Derivative of inverse and singular values

This lecture connects matrix calculus with spectral properties. We differentiate matrix functions carefully (order matters), derive the singular value derivative formula, use Weyl’s inequality to control eigenvalue shifts, and finish with a convex relaxation for matrix completion.

Derivative of \(A^2\)

For a matrix \(A(t)\), \[ \frac{d}{dt} A^2 = \frac{d}{dt}(A A) = \dot{A}A + A\dot{A}. \] The key point is non-commutativity: \(A\dot{A} \neq \dot{A}A\) in general.

Compare with the scalar case: if \(f(x)=x^2\), then \[ \frac{d}{dt} f(x) = 2x\dot{x}. \] For matrices, the correct analogue is the product rule with order preserved.

Derivative of a singular value

Let \(A(t)\) have SVD \[ A = U\Sigma V^\top, \] with singular triplet \((\sigma, u, v)\) satisfying \[ Av = \sigma u, \qquad A^\top u = \sigma v. \] Then the derivative of a simple singular value is \[ \boxed{\dot{\sigma} = u^\top \dot{A} \, v.} \]

Sketch of proof. Start from \(\sigma = u^\top A v\). Differentiate: \[ \dot{\sigma} = \dot{u}^\top A v + u^\top \dot{A} v + u^\top A \dot{v}. \] Use \(Av=\sigma u\) and \(A^\top u=\sigma v\) to rewrite the first and third terms: \[ \dot{u}^\top A v = \sigma \dot{u}^\top u, \qquad u^\top A \dot{v} = \sigma v^\top \dot{v}. \] Since \(u\) and \(v\) have unit norm, \(\dot{u}^\top u = 0\) and \(v^\top \dot{v}=0\). Therefore, the first and third terms vanish, leaving \(u^\top \dot{A} v\).

Weyl’s inequality

For symmetric matrices \(S\) and \(T\), Weyl’s inequality bounds eigenvalue shifts: \[ \lambda_{i+j-1}(S+T) \le \lambda_i(S) + \lambda_j(T). \] In particular, setting \(j=1\) gives \[ \lambda_i(S+T) \le \lambda_i(S) + \lambda_{\max}(T). \] These inequalities imply interlacing and quantify how much a low-rank or bounded perturbation can move eigenvalues.

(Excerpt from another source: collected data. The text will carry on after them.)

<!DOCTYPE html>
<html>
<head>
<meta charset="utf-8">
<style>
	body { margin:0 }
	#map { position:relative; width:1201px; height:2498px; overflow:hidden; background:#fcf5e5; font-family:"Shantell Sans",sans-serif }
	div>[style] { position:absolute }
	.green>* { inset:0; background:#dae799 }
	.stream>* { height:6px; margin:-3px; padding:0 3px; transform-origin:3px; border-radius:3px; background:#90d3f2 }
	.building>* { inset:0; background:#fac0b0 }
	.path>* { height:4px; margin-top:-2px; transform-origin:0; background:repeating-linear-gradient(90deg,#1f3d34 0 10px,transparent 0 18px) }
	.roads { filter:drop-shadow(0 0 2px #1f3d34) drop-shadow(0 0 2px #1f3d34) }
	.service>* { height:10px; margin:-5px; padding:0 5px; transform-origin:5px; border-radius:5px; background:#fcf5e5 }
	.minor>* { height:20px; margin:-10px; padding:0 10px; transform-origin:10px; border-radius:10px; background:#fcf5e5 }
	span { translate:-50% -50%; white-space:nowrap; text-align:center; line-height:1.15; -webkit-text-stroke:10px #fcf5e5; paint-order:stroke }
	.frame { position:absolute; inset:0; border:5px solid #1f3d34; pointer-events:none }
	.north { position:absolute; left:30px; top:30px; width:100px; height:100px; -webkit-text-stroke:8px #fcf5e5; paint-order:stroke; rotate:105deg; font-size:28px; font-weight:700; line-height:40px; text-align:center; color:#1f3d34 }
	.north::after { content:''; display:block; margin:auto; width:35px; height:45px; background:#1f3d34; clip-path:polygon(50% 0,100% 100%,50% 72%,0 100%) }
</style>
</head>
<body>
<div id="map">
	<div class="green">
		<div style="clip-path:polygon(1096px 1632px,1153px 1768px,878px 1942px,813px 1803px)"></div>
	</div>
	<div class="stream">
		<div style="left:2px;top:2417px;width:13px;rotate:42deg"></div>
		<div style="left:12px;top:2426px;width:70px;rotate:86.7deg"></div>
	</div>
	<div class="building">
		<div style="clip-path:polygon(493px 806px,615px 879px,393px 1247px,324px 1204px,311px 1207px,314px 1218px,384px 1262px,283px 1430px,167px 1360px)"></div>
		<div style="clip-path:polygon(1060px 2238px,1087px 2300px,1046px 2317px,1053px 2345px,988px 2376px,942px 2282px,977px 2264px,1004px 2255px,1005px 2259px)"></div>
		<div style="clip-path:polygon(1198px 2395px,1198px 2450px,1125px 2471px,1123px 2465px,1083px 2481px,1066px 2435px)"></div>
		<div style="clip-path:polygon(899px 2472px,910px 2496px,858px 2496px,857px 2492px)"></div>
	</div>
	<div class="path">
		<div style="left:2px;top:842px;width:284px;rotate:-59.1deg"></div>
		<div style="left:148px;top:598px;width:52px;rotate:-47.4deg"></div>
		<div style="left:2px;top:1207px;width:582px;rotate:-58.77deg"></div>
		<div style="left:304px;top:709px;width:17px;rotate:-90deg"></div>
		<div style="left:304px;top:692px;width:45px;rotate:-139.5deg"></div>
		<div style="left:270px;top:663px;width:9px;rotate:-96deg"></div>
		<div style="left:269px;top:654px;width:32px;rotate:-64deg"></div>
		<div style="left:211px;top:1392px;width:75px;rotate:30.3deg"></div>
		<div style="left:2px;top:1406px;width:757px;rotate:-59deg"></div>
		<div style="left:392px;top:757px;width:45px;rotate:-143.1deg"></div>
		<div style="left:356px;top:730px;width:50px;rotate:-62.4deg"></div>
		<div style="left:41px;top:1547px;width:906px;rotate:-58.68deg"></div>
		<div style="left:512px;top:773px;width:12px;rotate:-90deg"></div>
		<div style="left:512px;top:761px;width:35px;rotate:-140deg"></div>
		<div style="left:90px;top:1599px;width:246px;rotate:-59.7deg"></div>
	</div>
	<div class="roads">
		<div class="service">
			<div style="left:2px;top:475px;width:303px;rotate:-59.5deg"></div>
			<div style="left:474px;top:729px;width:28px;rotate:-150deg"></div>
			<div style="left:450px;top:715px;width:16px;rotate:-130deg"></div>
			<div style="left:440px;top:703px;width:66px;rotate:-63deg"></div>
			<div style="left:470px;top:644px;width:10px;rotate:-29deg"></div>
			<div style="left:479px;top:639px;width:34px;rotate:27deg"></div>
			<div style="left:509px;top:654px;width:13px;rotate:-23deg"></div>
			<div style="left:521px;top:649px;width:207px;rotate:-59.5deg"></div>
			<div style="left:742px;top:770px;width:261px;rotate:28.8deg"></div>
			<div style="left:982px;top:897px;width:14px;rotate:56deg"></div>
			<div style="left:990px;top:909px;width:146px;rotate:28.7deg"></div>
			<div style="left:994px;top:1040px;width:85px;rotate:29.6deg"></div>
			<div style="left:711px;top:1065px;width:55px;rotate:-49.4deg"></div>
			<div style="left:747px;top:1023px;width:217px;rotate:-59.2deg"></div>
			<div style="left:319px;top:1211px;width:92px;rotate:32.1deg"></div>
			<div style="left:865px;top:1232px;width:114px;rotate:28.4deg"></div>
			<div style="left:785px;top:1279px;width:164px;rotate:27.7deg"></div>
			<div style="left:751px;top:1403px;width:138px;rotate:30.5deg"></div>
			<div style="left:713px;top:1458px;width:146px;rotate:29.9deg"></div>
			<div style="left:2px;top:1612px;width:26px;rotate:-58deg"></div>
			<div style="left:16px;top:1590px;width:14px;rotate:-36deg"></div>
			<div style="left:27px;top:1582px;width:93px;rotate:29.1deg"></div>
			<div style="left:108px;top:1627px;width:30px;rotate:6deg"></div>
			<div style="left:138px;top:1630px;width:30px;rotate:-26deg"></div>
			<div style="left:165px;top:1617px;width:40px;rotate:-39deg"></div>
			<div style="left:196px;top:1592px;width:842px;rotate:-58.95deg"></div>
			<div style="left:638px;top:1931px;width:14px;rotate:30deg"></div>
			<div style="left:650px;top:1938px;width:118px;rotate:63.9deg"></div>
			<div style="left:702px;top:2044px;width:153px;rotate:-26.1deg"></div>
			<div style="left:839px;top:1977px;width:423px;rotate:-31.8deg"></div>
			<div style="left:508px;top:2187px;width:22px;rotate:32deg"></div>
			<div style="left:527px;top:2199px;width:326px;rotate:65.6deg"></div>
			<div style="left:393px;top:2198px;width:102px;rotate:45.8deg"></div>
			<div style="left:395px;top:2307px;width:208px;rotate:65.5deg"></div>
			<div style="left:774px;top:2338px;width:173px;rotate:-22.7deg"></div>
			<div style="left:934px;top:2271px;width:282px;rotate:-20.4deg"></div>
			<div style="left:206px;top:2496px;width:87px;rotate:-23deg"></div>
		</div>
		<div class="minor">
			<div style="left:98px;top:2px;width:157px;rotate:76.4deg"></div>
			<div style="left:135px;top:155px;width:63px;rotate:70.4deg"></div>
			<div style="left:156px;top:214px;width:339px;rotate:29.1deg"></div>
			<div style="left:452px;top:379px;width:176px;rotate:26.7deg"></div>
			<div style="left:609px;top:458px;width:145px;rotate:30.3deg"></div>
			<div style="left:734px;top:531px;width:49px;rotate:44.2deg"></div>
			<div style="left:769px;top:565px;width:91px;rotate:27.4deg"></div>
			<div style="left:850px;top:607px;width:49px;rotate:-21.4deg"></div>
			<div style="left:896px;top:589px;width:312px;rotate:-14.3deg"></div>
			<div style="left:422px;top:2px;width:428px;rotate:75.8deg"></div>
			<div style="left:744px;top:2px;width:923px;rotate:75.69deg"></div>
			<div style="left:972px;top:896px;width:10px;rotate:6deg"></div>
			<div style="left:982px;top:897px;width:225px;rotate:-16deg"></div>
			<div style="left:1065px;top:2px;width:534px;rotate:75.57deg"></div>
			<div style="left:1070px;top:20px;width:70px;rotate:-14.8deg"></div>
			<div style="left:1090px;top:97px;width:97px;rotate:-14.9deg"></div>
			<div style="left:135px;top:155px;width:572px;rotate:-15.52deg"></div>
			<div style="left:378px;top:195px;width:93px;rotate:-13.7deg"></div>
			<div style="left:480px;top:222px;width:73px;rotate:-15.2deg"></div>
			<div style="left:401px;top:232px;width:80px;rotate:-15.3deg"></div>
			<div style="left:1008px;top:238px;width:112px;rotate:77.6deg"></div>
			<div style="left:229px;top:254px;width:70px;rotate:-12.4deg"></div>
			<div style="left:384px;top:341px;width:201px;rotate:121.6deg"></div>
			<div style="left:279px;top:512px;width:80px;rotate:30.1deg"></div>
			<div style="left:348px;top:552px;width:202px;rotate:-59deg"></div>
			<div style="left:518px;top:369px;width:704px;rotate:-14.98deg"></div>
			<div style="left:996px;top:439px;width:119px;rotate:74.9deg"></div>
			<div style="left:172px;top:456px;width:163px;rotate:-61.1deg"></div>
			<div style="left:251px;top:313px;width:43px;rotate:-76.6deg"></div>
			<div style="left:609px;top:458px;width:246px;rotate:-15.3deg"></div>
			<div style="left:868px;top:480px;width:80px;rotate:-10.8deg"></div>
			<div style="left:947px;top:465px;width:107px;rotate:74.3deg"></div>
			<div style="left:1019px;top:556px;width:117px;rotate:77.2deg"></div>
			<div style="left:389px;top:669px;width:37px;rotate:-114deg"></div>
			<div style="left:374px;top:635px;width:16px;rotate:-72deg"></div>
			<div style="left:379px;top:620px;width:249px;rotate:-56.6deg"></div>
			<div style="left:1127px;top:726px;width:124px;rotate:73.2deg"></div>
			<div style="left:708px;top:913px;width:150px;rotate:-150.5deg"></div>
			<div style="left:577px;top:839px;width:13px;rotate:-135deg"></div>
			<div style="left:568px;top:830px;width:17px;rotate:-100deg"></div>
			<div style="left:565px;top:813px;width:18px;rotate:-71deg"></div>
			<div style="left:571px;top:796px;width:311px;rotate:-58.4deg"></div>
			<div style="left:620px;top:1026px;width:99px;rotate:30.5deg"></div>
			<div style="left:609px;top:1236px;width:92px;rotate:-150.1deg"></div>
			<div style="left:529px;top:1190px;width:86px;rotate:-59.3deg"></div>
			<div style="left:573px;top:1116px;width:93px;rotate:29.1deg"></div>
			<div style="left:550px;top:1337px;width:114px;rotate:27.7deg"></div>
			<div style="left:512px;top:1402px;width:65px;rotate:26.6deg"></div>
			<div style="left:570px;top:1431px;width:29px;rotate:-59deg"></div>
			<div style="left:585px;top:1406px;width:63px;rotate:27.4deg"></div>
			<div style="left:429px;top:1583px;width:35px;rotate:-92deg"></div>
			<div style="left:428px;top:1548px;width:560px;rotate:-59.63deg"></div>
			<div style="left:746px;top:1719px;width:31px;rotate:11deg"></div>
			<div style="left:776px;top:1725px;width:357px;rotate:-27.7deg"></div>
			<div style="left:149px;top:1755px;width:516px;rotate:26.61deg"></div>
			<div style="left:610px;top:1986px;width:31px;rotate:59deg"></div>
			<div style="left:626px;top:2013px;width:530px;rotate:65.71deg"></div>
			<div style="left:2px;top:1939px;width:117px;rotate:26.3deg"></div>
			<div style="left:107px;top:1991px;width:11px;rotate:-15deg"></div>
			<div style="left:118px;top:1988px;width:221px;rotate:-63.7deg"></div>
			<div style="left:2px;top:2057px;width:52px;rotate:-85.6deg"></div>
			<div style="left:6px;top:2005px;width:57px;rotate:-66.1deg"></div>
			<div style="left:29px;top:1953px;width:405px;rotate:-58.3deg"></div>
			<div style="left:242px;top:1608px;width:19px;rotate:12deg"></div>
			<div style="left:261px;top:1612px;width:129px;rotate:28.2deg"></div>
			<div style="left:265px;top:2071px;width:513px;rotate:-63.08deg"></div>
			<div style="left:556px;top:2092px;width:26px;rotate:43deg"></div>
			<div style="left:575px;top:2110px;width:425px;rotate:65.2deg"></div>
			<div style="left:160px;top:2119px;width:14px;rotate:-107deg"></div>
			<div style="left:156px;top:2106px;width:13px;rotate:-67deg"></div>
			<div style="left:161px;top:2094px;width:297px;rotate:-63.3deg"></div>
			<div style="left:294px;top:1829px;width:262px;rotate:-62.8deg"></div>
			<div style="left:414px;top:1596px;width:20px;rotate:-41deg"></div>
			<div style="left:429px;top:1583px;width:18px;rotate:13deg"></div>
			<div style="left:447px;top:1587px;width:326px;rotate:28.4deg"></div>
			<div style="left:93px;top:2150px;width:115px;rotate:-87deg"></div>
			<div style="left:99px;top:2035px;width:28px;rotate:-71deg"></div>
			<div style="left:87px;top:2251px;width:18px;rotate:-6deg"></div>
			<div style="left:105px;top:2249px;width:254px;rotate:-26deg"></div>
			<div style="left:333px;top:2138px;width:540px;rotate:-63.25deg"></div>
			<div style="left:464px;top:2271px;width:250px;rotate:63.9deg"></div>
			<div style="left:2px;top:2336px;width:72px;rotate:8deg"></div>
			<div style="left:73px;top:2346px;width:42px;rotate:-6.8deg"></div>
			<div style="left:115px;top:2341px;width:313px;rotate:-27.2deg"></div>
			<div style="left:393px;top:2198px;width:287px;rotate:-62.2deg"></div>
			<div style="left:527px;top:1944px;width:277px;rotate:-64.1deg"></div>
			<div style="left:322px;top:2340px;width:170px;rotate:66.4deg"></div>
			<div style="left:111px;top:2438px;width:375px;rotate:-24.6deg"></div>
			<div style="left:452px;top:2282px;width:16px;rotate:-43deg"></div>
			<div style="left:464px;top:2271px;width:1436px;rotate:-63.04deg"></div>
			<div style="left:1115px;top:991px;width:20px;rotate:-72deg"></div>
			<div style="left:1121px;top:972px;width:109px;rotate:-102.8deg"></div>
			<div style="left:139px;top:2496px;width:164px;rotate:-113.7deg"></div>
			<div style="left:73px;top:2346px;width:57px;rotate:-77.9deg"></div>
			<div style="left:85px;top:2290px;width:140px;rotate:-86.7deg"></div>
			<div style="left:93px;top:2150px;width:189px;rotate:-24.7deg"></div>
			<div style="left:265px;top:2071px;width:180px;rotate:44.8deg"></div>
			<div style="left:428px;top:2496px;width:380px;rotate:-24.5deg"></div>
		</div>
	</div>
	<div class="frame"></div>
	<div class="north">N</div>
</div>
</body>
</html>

Matrix completion and nuclear norm

We observe a matrix with missing entries: \[ \begin{bmatrix} 3 & 2 & ? \\ 1 & ? & ? \\ ? & 4 & 6 \end{bmatrix} \] Assume the true matrix is low rank.

Direct rank minimization is intractable, so we use the nuclear norm as a convex surrogate:

  • \(\|A\|_0\): rank (nonconvex)
  • \(\|A\|_N = \sum_i \sigma_i\): nuclear norm (convex)

This leads to a tractable convex program that often recovers low-rank structure from partial observations.


Takeaway. Matrix calculus rules are order-sensitive; singular values have clean first-order derivatives; Weyl’s inequality controls spectral shifts; and nuclear norm minimization provides a powerful convex relaxation for low-rank recovery.